-- Task description --
Lines of the listing that contain "button" need to be copied.

-- Records for processing --

========

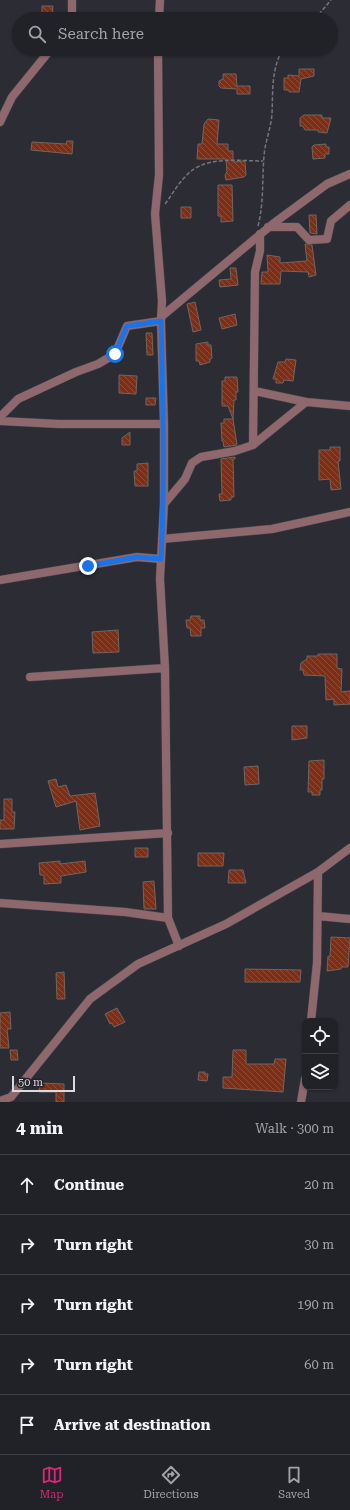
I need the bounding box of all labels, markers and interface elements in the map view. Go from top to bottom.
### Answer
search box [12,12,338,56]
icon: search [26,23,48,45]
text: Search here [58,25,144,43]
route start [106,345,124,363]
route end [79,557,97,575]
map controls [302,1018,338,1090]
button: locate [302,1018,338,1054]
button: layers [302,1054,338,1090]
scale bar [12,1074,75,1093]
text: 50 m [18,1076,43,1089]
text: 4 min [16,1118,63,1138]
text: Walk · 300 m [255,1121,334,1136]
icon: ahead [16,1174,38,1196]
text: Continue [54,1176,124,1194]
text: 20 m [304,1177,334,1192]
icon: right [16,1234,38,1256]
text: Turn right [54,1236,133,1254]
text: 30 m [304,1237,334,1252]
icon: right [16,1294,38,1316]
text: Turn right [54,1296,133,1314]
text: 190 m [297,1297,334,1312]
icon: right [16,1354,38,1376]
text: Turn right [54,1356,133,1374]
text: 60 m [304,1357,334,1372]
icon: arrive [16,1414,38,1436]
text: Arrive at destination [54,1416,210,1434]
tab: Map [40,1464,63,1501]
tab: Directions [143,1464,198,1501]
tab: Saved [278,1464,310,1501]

========

-- Reply --
button: locate [302,1018,338,1054]
button: layers [302,1054,338,1090]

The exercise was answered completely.